[Dataset entries]
((

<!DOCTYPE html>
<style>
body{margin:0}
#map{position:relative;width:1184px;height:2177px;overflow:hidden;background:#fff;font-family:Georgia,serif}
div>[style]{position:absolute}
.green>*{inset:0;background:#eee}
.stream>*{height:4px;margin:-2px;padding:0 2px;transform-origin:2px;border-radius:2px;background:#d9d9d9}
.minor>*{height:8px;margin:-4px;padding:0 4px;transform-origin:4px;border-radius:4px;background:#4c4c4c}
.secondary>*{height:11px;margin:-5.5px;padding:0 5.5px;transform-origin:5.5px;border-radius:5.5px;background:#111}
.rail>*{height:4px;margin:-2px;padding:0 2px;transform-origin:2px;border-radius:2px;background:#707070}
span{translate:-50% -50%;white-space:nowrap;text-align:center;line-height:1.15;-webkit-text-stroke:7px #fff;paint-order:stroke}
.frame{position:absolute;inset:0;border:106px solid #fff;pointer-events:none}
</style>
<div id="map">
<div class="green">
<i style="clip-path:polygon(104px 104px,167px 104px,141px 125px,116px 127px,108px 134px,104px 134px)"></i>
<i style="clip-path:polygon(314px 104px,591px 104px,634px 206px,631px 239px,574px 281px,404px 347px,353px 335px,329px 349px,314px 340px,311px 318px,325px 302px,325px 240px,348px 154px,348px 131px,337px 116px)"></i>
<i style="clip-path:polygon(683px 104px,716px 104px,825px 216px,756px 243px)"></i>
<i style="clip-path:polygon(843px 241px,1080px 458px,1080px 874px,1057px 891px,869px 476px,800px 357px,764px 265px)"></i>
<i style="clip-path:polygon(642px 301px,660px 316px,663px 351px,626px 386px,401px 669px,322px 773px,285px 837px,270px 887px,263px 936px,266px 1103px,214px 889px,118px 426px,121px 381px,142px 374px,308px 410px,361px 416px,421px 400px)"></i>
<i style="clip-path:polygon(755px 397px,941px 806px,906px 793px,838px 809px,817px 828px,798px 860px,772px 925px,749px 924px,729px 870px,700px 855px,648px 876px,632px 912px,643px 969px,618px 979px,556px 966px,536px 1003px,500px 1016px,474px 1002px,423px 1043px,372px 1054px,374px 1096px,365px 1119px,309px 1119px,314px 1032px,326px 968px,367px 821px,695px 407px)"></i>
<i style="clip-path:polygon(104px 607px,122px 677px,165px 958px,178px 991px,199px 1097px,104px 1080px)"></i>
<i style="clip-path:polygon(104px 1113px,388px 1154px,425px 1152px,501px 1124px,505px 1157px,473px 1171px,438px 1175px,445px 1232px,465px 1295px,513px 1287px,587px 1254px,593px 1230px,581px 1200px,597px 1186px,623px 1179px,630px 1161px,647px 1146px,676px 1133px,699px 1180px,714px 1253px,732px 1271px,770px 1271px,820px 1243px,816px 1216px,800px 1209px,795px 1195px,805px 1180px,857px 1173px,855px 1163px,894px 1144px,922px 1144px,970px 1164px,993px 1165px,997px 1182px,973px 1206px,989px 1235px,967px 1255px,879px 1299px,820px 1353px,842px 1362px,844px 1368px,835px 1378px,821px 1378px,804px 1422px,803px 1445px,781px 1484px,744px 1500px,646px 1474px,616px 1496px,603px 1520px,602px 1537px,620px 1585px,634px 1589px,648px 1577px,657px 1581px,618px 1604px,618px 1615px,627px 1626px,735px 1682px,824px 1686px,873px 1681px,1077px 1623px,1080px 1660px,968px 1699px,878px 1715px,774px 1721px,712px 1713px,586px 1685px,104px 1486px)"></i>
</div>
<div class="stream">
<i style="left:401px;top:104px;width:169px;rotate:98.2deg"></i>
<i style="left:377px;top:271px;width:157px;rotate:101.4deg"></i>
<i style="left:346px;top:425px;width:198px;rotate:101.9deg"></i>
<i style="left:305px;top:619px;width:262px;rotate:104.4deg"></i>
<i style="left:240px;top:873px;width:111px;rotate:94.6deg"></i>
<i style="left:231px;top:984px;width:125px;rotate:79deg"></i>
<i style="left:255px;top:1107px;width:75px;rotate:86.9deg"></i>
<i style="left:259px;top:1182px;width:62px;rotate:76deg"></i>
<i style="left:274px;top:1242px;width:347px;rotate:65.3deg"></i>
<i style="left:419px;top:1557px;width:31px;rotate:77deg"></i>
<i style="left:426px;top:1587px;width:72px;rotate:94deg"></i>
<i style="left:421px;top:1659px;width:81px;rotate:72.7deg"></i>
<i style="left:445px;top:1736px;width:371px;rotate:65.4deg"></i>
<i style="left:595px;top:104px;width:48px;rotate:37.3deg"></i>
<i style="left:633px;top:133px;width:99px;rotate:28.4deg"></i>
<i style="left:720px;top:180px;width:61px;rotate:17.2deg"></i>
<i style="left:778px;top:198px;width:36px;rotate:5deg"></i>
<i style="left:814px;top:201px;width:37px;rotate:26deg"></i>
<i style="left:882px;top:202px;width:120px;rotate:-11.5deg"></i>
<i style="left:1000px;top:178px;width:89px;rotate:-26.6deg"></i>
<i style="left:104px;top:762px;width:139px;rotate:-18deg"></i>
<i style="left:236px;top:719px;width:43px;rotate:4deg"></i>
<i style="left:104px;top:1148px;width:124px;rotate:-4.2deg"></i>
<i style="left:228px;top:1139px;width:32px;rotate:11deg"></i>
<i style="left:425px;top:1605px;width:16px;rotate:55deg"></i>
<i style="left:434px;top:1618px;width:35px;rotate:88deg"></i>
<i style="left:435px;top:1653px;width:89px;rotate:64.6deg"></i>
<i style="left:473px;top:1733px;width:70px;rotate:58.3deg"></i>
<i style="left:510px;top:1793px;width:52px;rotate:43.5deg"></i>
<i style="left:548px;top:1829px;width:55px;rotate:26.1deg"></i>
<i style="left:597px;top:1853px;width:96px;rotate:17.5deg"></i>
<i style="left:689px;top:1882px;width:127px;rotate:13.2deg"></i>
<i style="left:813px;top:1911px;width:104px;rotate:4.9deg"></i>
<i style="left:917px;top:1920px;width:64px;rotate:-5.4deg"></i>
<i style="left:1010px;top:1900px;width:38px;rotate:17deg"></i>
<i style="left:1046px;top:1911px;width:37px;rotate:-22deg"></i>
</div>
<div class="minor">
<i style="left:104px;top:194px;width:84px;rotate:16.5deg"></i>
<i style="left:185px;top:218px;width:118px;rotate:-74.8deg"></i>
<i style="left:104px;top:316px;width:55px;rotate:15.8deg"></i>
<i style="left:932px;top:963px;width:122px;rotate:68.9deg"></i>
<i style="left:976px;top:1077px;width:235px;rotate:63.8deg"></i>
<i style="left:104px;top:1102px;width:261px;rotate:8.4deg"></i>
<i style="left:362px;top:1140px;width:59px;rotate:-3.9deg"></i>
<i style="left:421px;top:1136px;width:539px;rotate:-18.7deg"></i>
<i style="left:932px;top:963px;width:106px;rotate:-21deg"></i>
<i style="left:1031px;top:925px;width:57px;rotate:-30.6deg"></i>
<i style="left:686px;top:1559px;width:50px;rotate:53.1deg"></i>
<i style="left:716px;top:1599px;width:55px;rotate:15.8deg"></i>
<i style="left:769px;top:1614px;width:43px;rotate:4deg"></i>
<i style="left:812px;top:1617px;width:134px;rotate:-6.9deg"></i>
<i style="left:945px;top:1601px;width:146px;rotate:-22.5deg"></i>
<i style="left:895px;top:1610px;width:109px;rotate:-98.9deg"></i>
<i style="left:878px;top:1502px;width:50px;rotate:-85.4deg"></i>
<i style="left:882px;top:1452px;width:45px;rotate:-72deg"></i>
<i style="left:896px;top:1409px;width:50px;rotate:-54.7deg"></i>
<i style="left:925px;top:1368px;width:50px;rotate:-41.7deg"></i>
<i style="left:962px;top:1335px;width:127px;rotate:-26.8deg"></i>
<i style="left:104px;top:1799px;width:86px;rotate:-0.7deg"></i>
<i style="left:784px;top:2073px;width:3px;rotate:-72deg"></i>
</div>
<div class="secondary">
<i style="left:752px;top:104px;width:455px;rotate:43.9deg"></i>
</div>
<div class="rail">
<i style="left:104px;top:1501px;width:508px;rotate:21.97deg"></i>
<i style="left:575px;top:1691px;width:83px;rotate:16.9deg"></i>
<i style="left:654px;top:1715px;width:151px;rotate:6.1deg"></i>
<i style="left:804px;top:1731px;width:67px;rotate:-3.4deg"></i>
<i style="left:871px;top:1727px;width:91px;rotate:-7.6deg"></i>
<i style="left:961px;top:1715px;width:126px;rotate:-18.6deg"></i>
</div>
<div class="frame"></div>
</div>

))

## What you are asked to do
Which lines in the data above hold the word "stream"? Return each of them.

## Your response
.stream>*{height:4px;margin:-2px;padding:0 2px;transform-origin:2px;border-radius:2px;background:#d9d9d9}
<div class="stream">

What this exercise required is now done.